Gravitational lensing properties of isothermal universal halo profile

TL;DR

This paper models galaxy halos as a combination of isothermal and NFW profiles, providing new formulas for lensing signals and showing it predicts stronger lensing effects than traditional models, aiding in distinguishing halo structures.

Contribution

It introduces a combined halo profile model with exact lensing expressions, enhancing understanding of gravitational lensing signatures of galaxy halos.

Findings

Combined profile produces higher order lensing signals at small radii

More efficient in generating strong lensing events

Distinguishing halo profiles requires combined lensing constraints

Abstract

N-body simulations predict that dark matter halos with different mass scales are described by a universal model, the Navarro-Frenk-White (NFW) density profiles. As a consequence of baryonic cooling effects, the halos will become more concentrated, and similar to an isothermal sphere over large range in radii ($\sim 300$ $h^{-1}$kpc).

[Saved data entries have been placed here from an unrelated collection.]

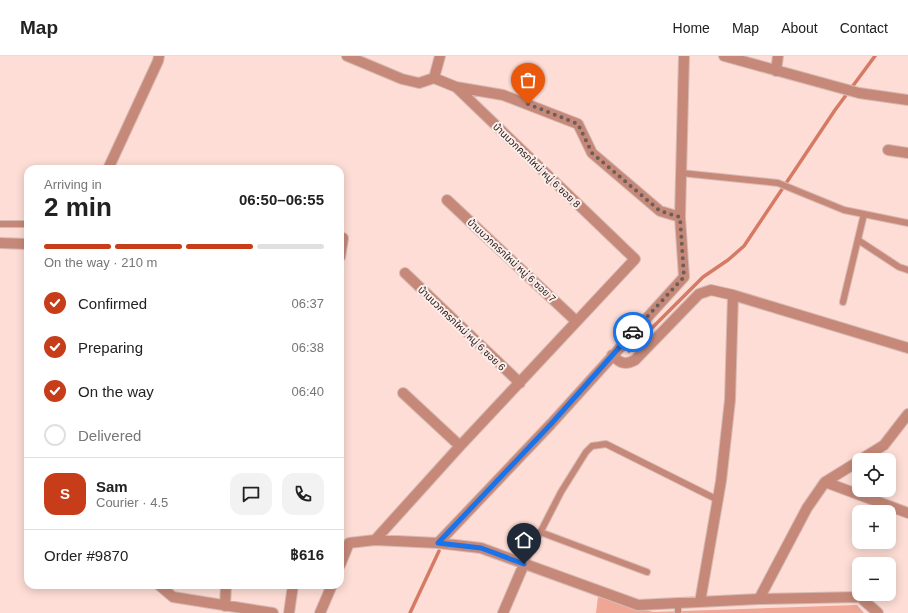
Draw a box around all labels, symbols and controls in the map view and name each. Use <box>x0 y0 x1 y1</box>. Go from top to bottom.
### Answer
text: Map <box>20 17 58 38</box>
text: Home <box>673 20 710 36</box>
text: Map <box>732 20 759 36</box>
text: About <box>781 20 818 36</box>
text: Contact <box>840 20 888 36</box>
pin <box>511 63 545 104</box>
icon: bag <box>517 69 539 91</box>
street label: บ้านบวกครกใหม่ หมู่ 6 ซอย 8 <box>490 120 583 211</box>
text: Arriving in <box>44 177 102 192</box>
text: 06:50–06:55 <box>239 191 324 208</box>
text: 2 min <box>44 192 112 222</box>
street label: บ้านบวกครกใหม่ หมู่ 6 ซอย 7 <box>465 216 559 305</box>
text: On the way · 210 m <box>44 255 157 270</box>
street label: บ้านบวกครกใหม่ หมู่ 6 ซอย 6 <box>415 283 508 374</box>
icon: check <box>44 292 66 314</box>
text: Confirmed <box>78 295 147 312</box>
text: 06:37 <box>291 296 324 311</box>
courier <box>613 312 653 352</box>
icon: car <box>622 321 644 343</box>
icon: check <box>44 336 66 358</box>
text: Preparing <box>78 339 143 356</box>
text: 06:38 <box>291 340 324 355</box>
icon: check <box>44 380 66 402</box>
text: On the way <box>78 383 154 400</box>
text: 06:40 <box>291 384 324 399</box>
text: Delivered <box>78 427 141 444</box>
map controls <box>852 453 896 601</box>
button: locate <box>852 453 896 497</box>
button: chat <box>230 473 272 515</box>
button: phone <box>282 473 324 515</box>
text: Sam <box>96 478 128 495</box>
text: S <box>60 485 70 502</box>
text: Courier · 4.5 <box>96 495 168 510</box>
button: + <box>852 505 896 549</box>
pin <box>507 523 541 564</box>
icon: home <box>513 529 535 551</box>
text: ฿616 <box>290 546 324 563</box>
text: Order #9870 <box>44 547 128 564</box>
button: − <box>852 557 896 601</box>

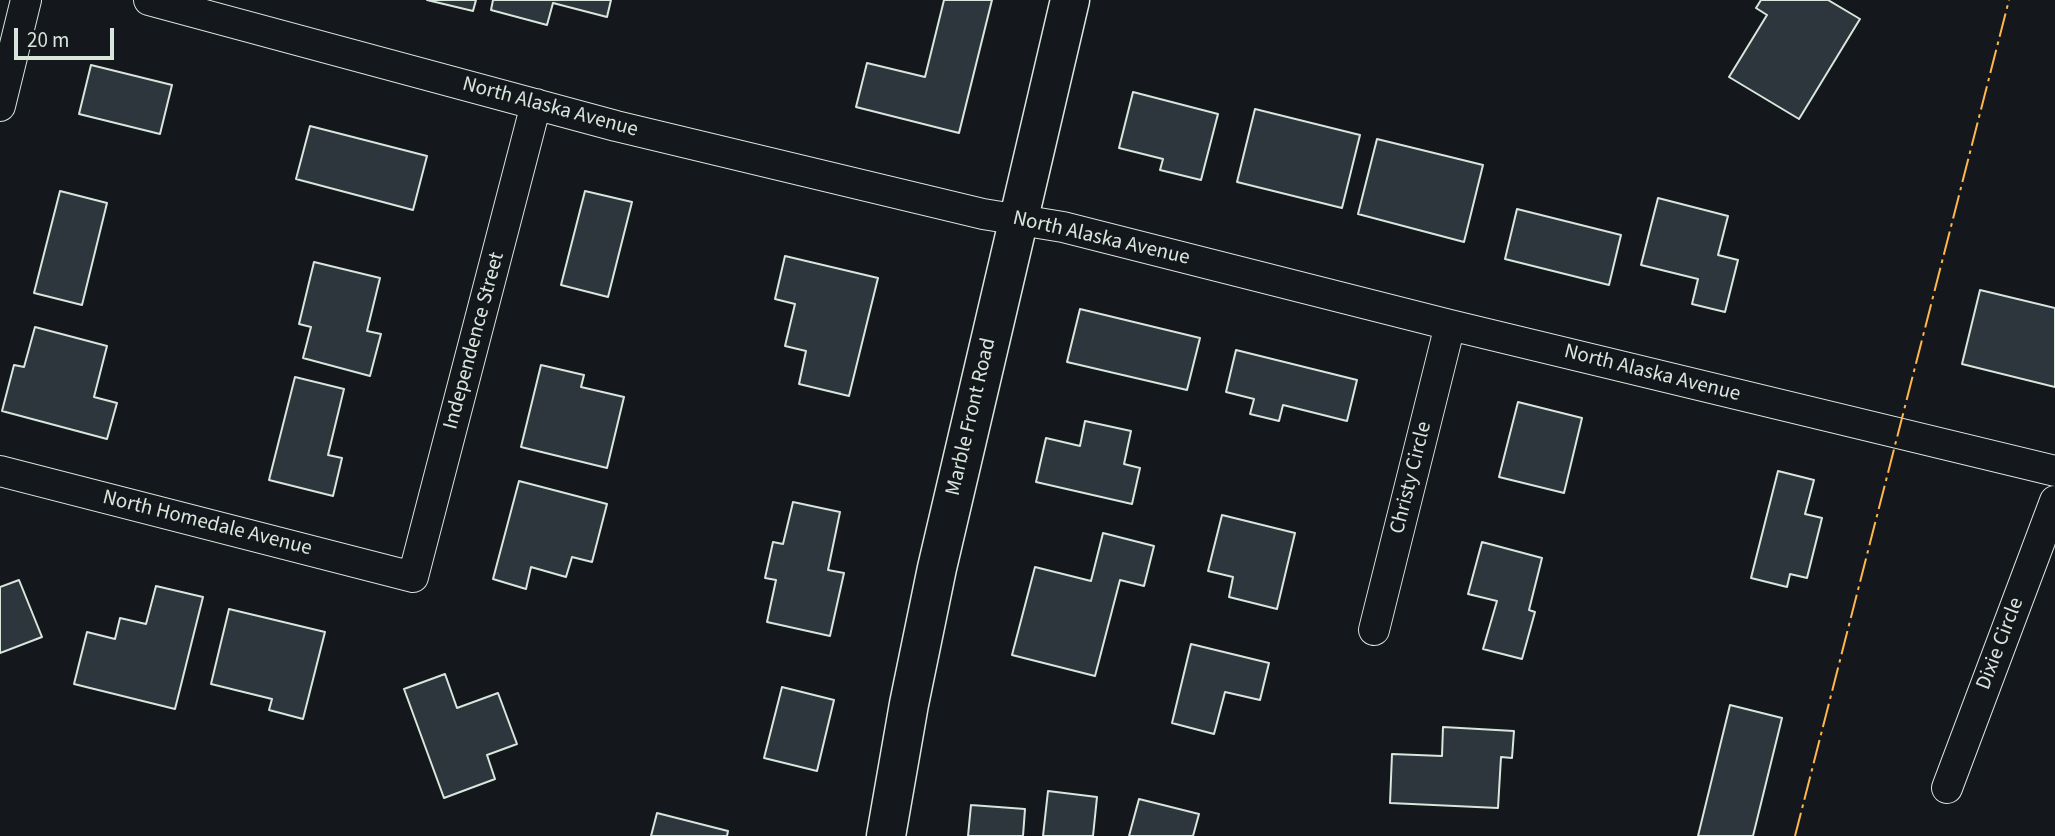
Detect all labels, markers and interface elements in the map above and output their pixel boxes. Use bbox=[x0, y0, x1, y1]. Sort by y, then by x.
scale bar bbox=[18, 14, 117, 58]
text: 20 m bbox=[27, 25, 69, 55]
street label: North Alaska Avenue bbox=[459, 72, 641, 144]
street label: North Alaska Avenue bbox=[1010, 206, 1192, 272]
street label: Independence Street bbox=[439, 250, 511, 432]
street label: Marble Front Road bbox=[942, 336, 1002, 498]
street label: North Alaska Avenue bbox=[1561, 340, 1743, 408]
street label: Christy Circle bbox=[1386, 419, 1438, 537]
street label: North Homedale Avenue bbox=[100, 486, 314, 562]
street label: Dixie Circle bbox=[1972, 594, 2030, 694]

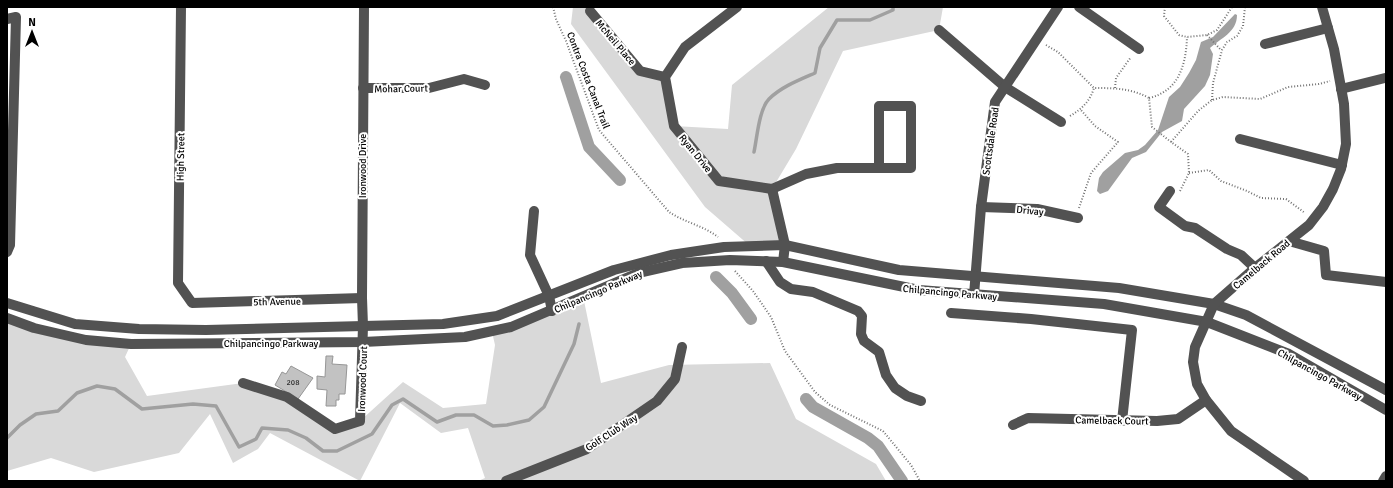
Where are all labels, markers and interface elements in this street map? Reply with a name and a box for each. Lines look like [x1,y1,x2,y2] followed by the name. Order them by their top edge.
[12,12,52,52] north arrow
[28,16,36,29] text: N
[593,17,638,68] street label: McNeil Place
[564,30,612,131] street label: Contra Costa Canal Trail
[374,83,428,95] street label: Mohar Court
[980,106,1002,176] street label: Scottsdale Road
[175,132,187,181] street label: High Street
[676,132,714,175] street label: Ryan Drive
[357,134,369,198] street label: Ironwood Drive
[1016,204,1044,218] street label: Drivay
[1231,237,1293,292] street label: Camelback Road
[553,268,645,316] street label: Chilpancingo Parkway
[902,283,998,303] street label: Chilpancingo Parkway
[253,296,301,308] street label: 5th Avenue
[224,338,319,350] street label: Chilpancingo Parkway
[356,345,370,412] street label: Ironwood Court
[1275,347,1364,403] street label: Chilpancingo Parkway
[287,377,299,387] house number: 208
[583,411,640,454] street label: Golf Club Way
[1075,414,1149,428] street label: Camelback Court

The singular isothermal sphere model however has to be truncated artificially at large radii since it extends to infinity. We model a massive galaxy halo as a combination of an isothermal sphere and an NFW density profile. We give an approximation for the mass concentration at different baryon fractions and present exact expressions for the weak lensing shear and flexion for such a halo. We compare the lensing properties with a Singular Isothermal Sphere and NFW profiles. We find that the combined profile can generate higher order lensing signals at small radii and is more efficient in generating strong lensing events. In order to distinguish such a halo profile from the SIS or NFW profiles, one needs to combine strong and weak lensing constraints on small and large radii.